Step 2: Select AWG based on ampacity + run length:
| AWG | Ampacity (60°C) | Max run at 2% drop / 150A |
|---|---|---|
| 4 AWG | 85A | ~1.5 ft |
| 2 AWG | 115A | ~2.5 ft |
| 1/0 AWG | 150A | ~4 ft |
| 2/0 AWG | 175A | ~5 ft |
| 4/0 AWG | 230A | ~8 ft |
For a 2,000W inverter with a 3-foot main cable run (battery to bus bar): 2/0 AWG is the standard choice.
Inverter cable
The cable from battery positive (or positive bus bar) to the inverter typically carries the highest current in the system. Run it as short as physically possible — mount the inverter close to the battery.
| Inverter size | Cable AWG | Max run length |
|---|---|---|
| 1,000W | 1/0 AWG | 4 ft |
| 2,000W | 2/0 AWG | 4 ft |
| 2,000W | 4/0 AWG | 8 ft |
| 3,000W | 4/0 AWG | 4 ft |
Always use the AWG specified by your inverter manufacturer. Most quality inverters include cable size recommendations in their documentation.
DC-DC charger cable
A 40A DC-DC charger draws 40A from the alternator (starter battery side) and pushes 40–60A to the house battery side. Both cables need appropriate sizing:
- Alternator/starter side: 8 AWG handles 40A continuous with some margin
- House battery side: 8 AWG for 40A, 6 AWG for 60A
Both cables need fuses within 18" of each battery terminal.
MPPT solar controller cables
- PV input cable (panels to MPPT): 10 AWG is standard — handles 30A PV current across typical roof-to-controller runs
- Battery output cable (MPPT to bus bar): 10 AWG for 30A controllers; 8 AWG for 50A controllers
Parallel battery interconnects
If you wire two batteries in parallel (two 100Ah batteries for 200Ah total), the interconnect cable should be as short as possible and sized for the maximum current that could flow between them — typically 2/0 AWG for lithium builds.
A note on welding cable vs battery cable
Both work.

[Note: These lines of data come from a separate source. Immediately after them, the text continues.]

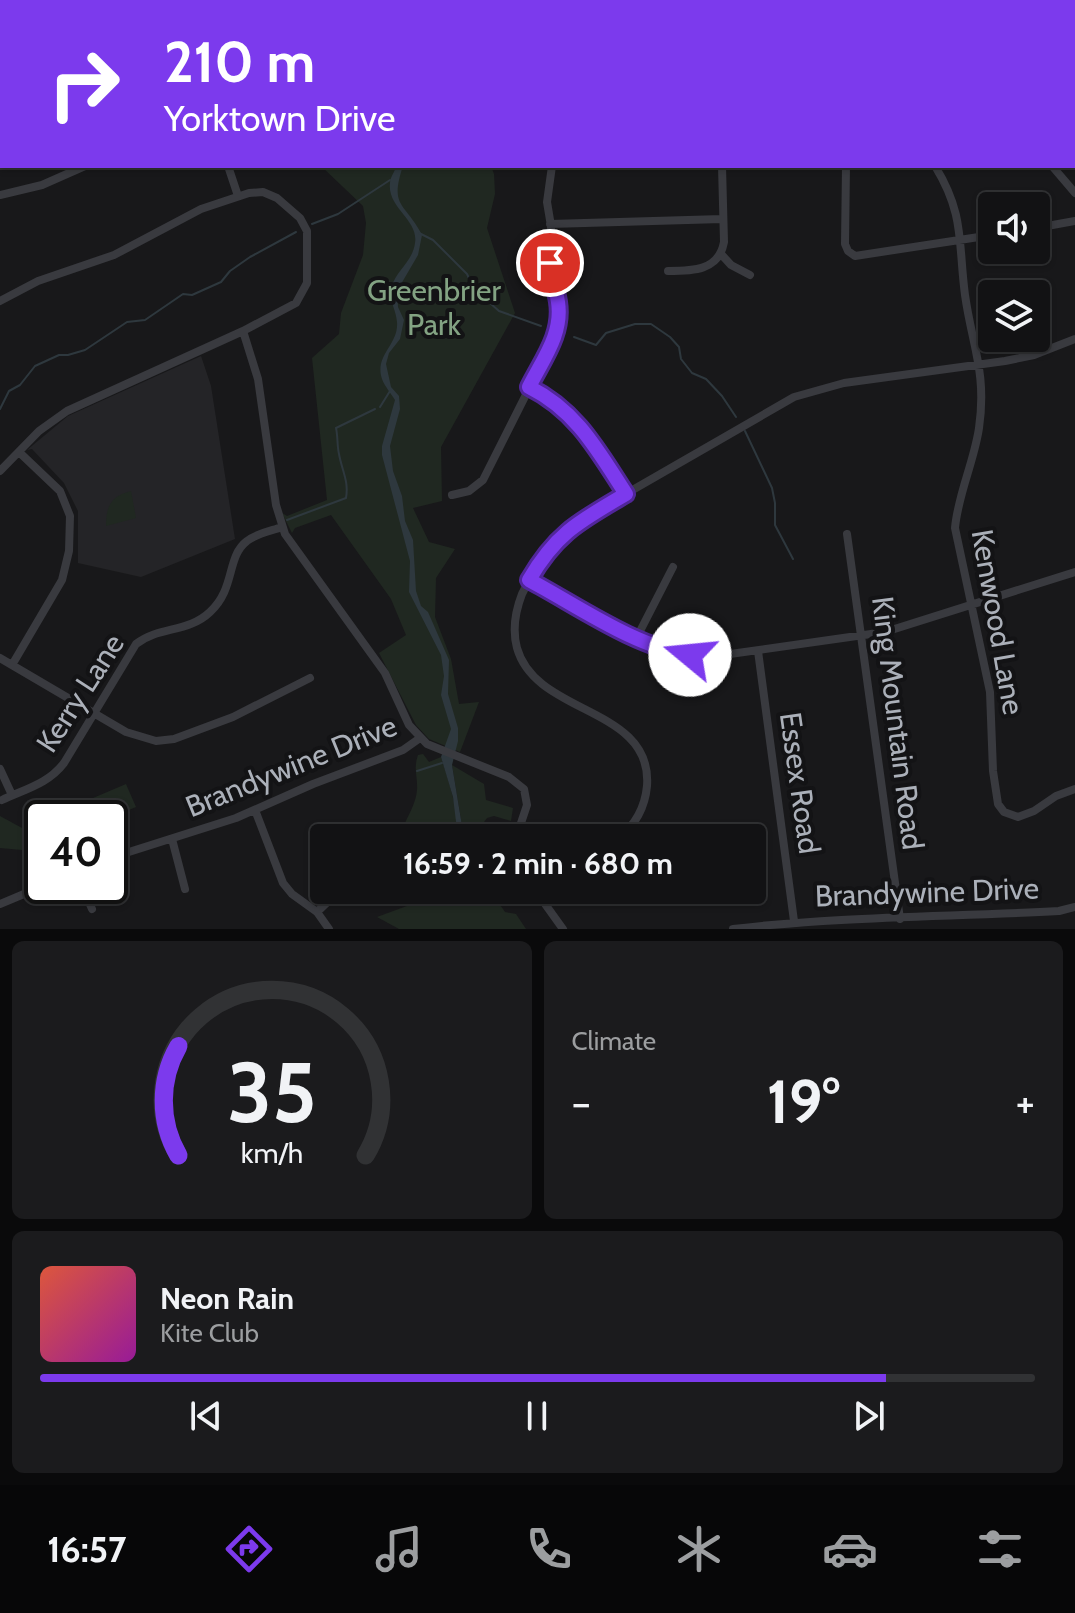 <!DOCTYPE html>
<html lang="en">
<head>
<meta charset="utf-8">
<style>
	:root { --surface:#121214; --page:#1b1b1d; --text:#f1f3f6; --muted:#9c9ea0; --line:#313234; --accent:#7c3aed }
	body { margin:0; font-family:Cabin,sans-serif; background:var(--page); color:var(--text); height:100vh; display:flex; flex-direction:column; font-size:30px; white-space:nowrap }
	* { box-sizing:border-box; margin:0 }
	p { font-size:26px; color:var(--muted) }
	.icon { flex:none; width:44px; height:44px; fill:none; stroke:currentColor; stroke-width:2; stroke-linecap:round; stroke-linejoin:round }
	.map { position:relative; height:929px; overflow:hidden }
	.details { display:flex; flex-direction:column; gap:12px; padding:12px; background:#0a0a0b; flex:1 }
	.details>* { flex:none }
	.top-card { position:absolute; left:0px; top:0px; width:1076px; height:168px; box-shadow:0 2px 6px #0004,0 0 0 2px var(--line); background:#7c3aed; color:#fff; overflow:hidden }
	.buttons { position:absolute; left:978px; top:192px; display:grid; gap:16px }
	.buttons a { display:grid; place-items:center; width:72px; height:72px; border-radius:8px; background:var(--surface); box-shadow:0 2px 6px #0004,0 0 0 2px var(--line); font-size:40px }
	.speed { position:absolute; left:24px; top:800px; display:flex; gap:16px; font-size:40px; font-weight:700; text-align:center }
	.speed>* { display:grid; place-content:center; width:104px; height:104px; border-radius:50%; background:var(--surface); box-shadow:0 2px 6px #0004,0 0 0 2px var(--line); line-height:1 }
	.speed .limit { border:4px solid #111; border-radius:12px; background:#fff; color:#111 }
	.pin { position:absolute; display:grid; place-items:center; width:68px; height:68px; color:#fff; margin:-34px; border:4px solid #fff; border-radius:50%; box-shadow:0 2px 8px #0007 }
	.me { position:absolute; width:88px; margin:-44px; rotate:287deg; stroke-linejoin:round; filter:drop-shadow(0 0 6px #0008) }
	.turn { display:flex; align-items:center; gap:28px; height:168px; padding:0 32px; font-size:36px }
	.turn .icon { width:104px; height:104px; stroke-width:2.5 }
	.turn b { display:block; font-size:56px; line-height:68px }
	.big { font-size:60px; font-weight:800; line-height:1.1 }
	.details .card { flex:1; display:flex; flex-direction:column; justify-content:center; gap:12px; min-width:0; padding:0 28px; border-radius:12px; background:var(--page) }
	.details .dial { align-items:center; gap:0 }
	.dial svg { height:208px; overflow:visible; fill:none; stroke:var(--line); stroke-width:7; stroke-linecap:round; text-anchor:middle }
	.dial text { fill:var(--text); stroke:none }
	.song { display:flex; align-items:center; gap:24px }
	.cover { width:96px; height:96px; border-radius:12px; background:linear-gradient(135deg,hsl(10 70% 55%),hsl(300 70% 35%)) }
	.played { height:8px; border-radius:4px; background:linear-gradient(90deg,var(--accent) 85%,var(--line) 85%) }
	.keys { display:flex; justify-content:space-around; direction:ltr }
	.heat { display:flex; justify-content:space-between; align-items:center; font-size:44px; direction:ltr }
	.details .tiles { flex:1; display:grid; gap:12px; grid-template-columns:1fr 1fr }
	.card:last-child { grid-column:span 2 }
	.trip { position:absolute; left:310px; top:824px; width:456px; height:80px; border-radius:8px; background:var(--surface); box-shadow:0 2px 6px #0004,0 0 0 2px var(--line); font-weight:800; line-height:80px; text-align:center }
	.menu { display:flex; height:128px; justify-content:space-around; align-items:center; background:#070708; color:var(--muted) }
	.menu .icon { width:56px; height:56px }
	.menu .active { color:var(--accent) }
	.menu b { font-size:36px; color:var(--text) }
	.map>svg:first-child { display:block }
</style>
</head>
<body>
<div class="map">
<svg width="1075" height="929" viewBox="0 0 1075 929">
	<rect width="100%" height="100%" fill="#18181a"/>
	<!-- built -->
	<path fill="#242427" d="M201 356 211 386 235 539 141 577 78 563V511L64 483 32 449 27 450 68 416Z"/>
	<!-- green -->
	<path fill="#202821" d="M321 166H491L494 174 495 194 487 228 515 313 441 447 442 501 413 508 429 542 455 549 436 578 435 617 451 659 459 704 479 702 460 752 429 739 416 725 379 653 406 635 391 599 331 515 295 528 292 533 282 513 287 516 327 500 312 358 339 334 341 313 363 255 366 223 363 206Z
		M131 491 136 518 106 526C106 506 111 496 131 491Z
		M423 754 429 762 441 757C450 784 457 809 461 838H416L405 823C410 812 416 802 417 790 418 776 413 770 418 755Z
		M452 765 484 784 486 800 513 808 511 821 494 816 487 818 481 826 482 838H464Z
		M126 784 136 807 110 818H46Z
		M0 816 22 828 42 820V847L33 851 0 848Z
		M434 890H503L496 899 505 912 516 914 526 929H399L377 917 434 896Z"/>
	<!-- water -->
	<path fill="#2e383e" d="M396 166H403C389 208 405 202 422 235L418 255 397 291 398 307 404 320 400 339 389 353 386 364 391 387 399 396 400 409 390 446 393 471 402 496 405 521 413 540 416 591 421 606 428 612 449 660 448 694 458 728V741L452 765 464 838H458L453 797 441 757 451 729 441 695 444 676 441 655 409 592 410 561 382 455V446L395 400C391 393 385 387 382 379 374 355 399 345 397 322 396 309 388 300 392 286 396 271 413 261 415 243 419 220 387 208 390 183 390 177 395 172 396 166Z"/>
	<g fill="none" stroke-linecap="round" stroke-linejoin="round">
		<!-- stream -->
		<path stroke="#2e383e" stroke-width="2" d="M0 147H2
			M312 224 338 214 390 180
			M419 233 433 240 467 274 474 289 499 311 541 326
			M574 337 596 345 606 333 635 324H651L670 337 679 347 681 359 692 373 706 379 722 396 736 417
			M380 407 390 391
			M0 409 9 391 20 385 35 366 59 355H68L85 350 127 322 145 320 183 294 192 295 221 282 230 271 250 257 296 232
			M745 431 772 488 775 503V525L793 559
			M287 520 346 498C349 481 342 471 339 454 337 446 338 437 336 428L375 409
			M417 771 442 763"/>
		<!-- minor -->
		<path stroke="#393a3f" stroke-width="8" d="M578 0V2
			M666 0 667 2
			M796 0 798 2
			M968 0 971 2
			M404 2 408 0
			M1074 78 1075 79
			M228 166 238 196
			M846 166 845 244 848 251 855 256 992 235
			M935 166C965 215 958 242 965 295 972 345 987 373 979 428 974 462 958 494 955 528L990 692 993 771 998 804 1004 812 1018 817 1034 811 1056 796 1075 789
			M1052 166 1075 193
			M0 195 42 185 85 166
			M550 224 722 219
			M1036 228 1075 221
			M721 254 731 265 750 275
			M668 271C692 271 719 271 724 242L722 166
			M0 301 38 281 114 255 201 209 249 193 263 192 277 198 300 218 307 231V283L296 303 243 331 67 411 39 431 0 471
			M243 331 258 379 276 505 285 534 385 673 409 725 427 744 509 777 524 789 527 805 516 838
			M529 387C577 410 598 452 626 494
			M452 495 469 491 483 480 557 333 559 303 550 263 551 226 547 202 552 166
			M847 534 900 919
			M529 580 656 646 680 654 716 656 885 632 1075 572
			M637 637 673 567
			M758 651 794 921
			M0 658 126 732 156 741 174 739 233 717 310 678
			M12 665 62 580 69 551 70 516 60 491 19 452
			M0 769 12 795
			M2 800C25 789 48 784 64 763L136 644C159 626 188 633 210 612 236 588 226 557 247 541 257 533 271 531 282 527
			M255 810 283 883 292 894 317 912 329 929
			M619 838C635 825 645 807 647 786 653 706 536 716 517 648 512 629 515 612 522 594 542 551 563 532 603 507L794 397 844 383 1005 361 1034 355 1075 339
			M172 839 185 889
			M110 858 236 818 313 784 403 750 420 738
			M82 886 92 909
			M535 890 563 929
			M0 904 43 886
			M317 912 340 890
			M733 929C841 916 950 917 1059 911L1075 907"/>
		<!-- rail casing -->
		<g stroke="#4c4e54" stroke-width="5">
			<path id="rail" d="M200 2 204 0
				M0 98 2 97"/>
		</g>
		<!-- rail -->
		<use href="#rail" stroke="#131315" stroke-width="2" stroke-dasharray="6" stroke-linecap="butt"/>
	</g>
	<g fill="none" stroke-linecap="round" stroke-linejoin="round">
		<!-- route casing -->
		<g stroke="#51269a" stroke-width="20">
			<path id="route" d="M550 263C552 276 556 289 558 302 563 334 543 359 529 387 577 411 598 451 626 494 580 521 556 533 529 580 578 606 635 647 690 655"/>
		</g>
		<!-- route -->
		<use href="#route" stroke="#7c3aed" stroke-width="14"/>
	</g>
	<g text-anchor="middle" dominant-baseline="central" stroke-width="8" stroke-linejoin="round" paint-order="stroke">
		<!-- park labels -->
		<g font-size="30" fill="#83a383" stroke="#131315">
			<text x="434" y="290">Greenbrier<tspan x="434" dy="34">Park</tspan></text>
		</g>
		<!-- street labels -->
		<g font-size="30" fill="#abb0b9" stroke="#131315">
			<text transform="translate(998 622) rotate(80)">Kenwood Lane</text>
			<text transform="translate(80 693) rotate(-57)">Kerry Lane</text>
			<text transform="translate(898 723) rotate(83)">King Mountain Road</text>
			<text transform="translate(291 766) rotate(-22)">Brandywine Drive</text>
			<text transform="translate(800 783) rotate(82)">Essex Road</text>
			<text transform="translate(927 892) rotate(-2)">Brandywine Drive</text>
		</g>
	</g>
</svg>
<div class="buttons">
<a><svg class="icon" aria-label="sound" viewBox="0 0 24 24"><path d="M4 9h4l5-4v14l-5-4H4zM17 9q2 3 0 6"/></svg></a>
<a><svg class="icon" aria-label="layers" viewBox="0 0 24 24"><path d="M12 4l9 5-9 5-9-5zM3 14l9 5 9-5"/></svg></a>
</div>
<div class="speed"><div class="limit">40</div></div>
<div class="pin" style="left:550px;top:263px;background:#d93025"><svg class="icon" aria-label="arrive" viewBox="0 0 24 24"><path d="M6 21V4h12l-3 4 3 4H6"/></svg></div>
<svg class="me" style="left:690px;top:655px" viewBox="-20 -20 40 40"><circle r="19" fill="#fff"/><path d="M0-13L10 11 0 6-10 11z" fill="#7c3aed"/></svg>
<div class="trip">16:59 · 2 min · 680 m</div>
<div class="top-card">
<div class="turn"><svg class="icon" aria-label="right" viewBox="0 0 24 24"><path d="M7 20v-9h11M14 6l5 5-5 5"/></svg><div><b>210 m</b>Yorktown Drive</div></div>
</div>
</div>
<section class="details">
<div class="tiles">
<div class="card dial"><svg viewBox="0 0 100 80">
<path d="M14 69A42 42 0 1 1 86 69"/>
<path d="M14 69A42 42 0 0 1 14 27" stroke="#7c3aed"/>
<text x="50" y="56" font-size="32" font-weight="700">35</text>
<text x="50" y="72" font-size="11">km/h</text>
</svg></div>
<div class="card"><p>Climate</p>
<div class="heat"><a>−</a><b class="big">19°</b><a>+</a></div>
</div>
<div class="card">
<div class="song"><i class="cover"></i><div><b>Neon Rain</b><p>Kite Club</p></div></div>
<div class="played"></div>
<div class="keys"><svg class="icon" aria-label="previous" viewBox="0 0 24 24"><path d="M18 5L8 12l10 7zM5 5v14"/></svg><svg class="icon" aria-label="pause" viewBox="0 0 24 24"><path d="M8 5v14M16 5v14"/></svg><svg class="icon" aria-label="next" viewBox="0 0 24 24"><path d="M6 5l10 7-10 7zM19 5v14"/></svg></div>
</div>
</div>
</section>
<nav class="menu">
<b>16:57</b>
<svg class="icon active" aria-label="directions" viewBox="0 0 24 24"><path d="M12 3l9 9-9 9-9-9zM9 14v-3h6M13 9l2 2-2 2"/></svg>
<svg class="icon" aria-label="music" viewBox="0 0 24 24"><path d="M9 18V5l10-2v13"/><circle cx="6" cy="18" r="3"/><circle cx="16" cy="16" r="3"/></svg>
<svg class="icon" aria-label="phone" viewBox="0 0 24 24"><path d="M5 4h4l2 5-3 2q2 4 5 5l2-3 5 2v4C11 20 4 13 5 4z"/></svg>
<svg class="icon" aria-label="climate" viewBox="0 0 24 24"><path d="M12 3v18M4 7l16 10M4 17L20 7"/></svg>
<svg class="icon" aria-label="car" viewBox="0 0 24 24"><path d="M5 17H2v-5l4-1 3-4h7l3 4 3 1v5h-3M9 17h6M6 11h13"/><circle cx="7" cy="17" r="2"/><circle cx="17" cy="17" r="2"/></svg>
<svg class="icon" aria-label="filters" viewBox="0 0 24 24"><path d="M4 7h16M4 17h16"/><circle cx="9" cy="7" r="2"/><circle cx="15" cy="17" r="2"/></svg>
</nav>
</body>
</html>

Welding cable (SAE J1127) is more flexible, easier to route, and available cheaply at welding supply stores. Marine-rated battery cable (ABYC A-30) is appropriate for RV applications and often used in marine/RV supply stores. Avoid automotive primary wire for high-current battery cables — it's rated for 60°C continuous use, which is marginal for high-current van applications.